EXERCISE:
Scan the material for "stream". Copy every line it appears in.

MATERIAL FOR THIS EXERCISE:
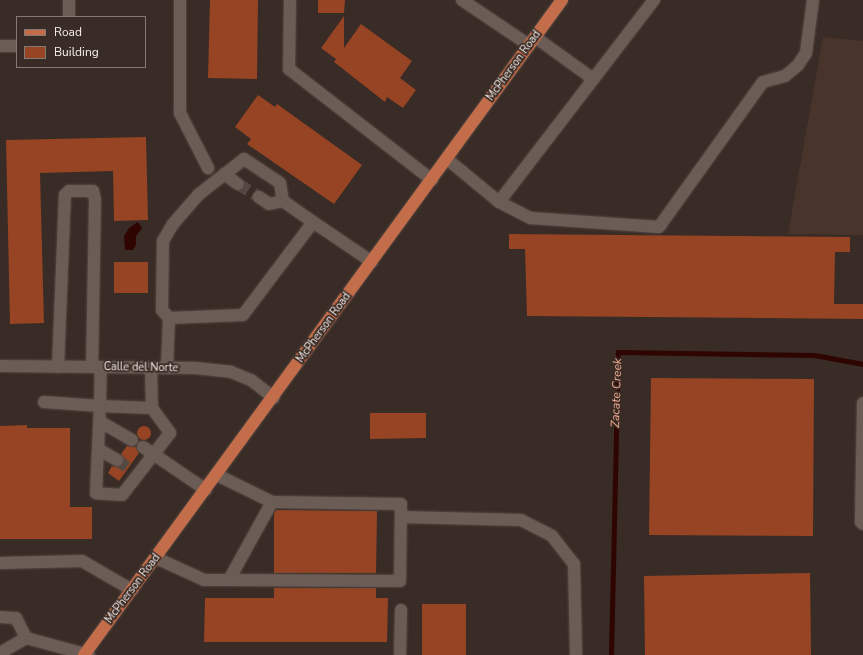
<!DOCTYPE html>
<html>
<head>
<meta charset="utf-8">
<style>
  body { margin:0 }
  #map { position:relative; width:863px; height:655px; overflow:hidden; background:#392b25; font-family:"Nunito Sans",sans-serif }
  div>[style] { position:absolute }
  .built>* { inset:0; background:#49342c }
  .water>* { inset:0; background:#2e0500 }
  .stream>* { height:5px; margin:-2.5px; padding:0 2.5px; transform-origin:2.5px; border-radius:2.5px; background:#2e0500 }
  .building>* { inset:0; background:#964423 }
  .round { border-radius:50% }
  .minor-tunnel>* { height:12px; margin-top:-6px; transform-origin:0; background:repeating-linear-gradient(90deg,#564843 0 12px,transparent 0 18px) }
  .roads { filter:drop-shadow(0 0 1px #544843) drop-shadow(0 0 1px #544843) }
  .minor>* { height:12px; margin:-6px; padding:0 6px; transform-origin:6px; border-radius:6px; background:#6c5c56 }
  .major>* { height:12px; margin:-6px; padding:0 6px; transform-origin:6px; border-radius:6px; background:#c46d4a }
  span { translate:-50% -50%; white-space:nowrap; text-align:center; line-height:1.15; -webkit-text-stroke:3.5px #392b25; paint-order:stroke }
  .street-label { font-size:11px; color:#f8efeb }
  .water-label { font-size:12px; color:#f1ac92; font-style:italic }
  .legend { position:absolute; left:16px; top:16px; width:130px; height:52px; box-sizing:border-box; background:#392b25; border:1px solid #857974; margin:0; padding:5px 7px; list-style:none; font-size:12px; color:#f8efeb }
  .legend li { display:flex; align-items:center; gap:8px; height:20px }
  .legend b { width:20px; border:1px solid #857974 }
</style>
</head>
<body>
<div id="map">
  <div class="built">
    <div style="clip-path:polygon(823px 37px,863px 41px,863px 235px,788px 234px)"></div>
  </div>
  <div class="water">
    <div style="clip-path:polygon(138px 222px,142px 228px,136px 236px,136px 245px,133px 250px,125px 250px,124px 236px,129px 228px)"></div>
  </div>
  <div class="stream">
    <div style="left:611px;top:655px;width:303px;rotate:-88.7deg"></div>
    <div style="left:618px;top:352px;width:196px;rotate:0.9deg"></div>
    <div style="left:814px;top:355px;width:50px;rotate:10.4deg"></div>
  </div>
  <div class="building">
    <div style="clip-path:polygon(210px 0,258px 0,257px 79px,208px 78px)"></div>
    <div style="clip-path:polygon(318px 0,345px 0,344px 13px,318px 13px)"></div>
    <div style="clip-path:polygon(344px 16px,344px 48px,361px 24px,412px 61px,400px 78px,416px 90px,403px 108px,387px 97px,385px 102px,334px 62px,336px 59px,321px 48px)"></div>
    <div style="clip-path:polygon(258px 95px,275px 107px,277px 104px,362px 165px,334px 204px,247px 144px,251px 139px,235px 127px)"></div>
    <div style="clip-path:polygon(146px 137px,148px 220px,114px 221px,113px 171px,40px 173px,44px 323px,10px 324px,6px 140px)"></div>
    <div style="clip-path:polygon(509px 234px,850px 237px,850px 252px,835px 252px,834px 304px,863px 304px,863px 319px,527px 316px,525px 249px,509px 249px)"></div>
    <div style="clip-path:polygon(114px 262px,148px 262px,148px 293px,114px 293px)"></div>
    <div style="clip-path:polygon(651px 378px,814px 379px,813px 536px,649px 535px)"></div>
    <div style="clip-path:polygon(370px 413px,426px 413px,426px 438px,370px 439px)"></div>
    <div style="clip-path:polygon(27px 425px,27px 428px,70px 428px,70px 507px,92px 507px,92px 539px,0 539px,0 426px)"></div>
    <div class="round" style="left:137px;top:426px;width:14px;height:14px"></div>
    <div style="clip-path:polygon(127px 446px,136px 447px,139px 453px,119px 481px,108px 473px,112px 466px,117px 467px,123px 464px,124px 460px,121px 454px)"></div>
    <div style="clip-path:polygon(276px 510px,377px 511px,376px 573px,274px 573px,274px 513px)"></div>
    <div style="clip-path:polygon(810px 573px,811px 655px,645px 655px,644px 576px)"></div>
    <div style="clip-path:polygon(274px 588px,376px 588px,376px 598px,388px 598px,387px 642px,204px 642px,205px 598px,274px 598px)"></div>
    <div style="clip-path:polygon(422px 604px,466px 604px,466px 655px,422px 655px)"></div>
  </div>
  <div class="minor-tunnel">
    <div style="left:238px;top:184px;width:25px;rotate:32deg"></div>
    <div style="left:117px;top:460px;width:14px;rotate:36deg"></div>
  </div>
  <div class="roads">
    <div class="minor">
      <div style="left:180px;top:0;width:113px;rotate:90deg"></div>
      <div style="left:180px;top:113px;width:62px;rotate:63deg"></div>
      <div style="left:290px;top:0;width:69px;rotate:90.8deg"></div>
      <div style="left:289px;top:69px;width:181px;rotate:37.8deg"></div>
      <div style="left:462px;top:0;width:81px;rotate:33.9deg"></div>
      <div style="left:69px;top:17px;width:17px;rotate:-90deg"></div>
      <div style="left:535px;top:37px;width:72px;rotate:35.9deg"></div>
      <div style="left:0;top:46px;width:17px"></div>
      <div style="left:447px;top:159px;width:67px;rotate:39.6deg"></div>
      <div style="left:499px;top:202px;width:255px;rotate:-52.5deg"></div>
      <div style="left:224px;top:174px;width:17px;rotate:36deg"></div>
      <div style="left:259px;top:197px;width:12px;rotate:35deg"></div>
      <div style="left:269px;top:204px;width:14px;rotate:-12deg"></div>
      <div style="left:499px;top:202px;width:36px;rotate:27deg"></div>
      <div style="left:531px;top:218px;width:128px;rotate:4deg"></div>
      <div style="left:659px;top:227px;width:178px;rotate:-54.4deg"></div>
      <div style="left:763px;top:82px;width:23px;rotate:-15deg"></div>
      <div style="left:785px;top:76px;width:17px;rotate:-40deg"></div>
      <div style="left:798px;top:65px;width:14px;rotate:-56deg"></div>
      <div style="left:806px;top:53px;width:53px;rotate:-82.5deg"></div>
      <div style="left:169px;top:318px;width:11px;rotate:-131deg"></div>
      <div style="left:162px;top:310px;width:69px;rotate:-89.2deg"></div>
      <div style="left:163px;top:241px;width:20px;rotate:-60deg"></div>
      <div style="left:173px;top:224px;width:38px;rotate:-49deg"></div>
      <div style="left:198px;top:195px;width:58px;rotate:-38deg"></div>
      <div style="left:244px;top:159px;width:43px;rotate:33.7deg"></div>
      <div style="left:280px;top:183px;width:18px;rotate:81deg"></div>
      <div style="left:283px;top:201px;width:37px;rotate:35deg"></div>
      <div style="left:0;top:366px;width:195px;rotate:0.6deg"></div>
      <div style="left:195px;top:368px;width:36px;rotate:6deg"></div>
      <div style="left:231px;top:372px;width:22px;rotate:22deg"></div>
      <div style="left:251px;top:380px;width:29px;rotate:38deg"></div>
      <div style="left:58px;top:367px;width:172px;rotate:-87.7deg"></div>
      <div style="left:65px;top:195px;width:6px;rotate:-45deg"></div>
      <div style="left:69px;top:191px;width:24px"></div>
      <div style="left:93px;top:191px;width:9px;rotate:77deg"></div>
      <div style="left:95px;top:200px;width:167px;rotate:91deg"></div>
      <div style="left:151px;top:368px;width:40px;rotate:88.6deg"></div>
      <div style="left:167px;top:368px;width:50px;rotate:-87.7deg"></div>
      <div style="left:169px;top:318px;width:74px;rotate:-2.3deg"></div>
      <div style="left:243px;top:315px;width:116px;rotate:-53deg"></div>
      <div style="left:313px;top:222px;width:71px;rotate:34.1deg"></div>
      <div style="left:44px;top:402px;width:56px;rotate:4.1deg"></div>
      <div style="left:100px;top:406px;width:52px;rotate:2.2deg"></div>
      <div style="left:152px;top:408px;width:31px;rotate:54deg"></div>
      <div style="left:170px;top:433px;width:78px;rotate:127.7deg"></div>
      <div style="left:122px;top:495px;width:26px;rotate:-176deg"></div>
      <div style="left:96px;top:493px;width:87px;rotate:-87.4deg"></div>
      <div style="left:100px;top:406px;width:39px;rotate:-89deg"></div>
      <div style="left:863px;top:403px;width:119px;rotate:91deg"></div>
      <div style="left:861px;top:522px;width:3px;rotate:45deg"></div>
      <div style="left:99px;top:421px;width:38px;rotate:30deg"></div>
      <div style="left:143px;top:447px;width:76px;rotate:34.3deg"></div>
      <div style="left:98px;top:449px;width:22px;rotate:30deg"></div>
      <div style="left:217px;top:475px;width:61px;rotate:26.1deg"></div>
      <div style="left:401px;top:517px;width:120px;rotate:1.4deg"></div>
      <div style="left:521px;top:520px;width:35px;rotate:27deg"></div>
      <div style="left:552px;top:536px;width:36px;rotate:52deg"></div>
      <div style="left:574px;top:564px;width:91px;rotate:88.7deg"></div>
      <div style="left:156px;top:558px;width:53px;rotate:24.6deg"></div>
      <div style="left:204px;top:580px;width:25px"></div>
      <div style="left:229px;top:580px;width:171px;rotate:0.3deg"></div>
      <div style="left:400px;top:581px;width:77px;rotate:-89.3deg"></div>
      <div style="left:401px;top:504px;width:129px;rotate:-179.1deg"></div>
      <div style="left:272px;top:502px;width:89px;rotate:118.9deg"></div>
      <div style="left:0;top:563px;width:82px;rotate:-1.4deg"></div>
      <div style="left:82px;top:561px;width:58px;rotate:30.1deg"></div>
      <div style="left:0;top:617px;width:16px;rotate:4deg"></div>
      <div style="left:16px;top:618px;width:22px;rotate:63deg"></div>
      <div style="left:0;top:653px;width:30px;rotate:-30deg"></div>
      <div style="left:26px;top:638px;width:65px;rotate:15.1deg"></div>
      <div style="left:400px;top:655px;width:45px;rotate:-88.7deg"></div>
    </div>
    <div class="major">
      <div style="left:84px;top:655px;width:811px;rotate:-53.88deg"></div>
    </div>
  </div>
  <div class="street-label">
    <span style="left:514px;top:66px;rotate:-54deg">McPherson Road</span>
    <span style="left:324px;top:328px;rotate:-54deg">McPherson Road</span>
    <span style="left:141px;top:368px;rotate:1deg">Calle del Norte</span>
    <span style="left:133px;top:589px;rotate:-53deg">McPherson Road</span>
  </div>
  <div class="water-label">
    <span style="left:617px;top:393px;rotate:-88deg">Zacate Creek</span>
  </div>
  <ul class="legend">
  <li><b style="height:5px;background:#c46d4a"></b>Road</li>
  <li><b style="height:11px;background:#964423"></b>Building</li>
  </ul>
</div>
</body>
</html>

OUTPUT:
  .stream>* { height:5px; margin:-2.5px; padding:0 2.5px; transform-origin:2.5px; border-radius:2.5px; background:#2e0500 }
  <div class="stream">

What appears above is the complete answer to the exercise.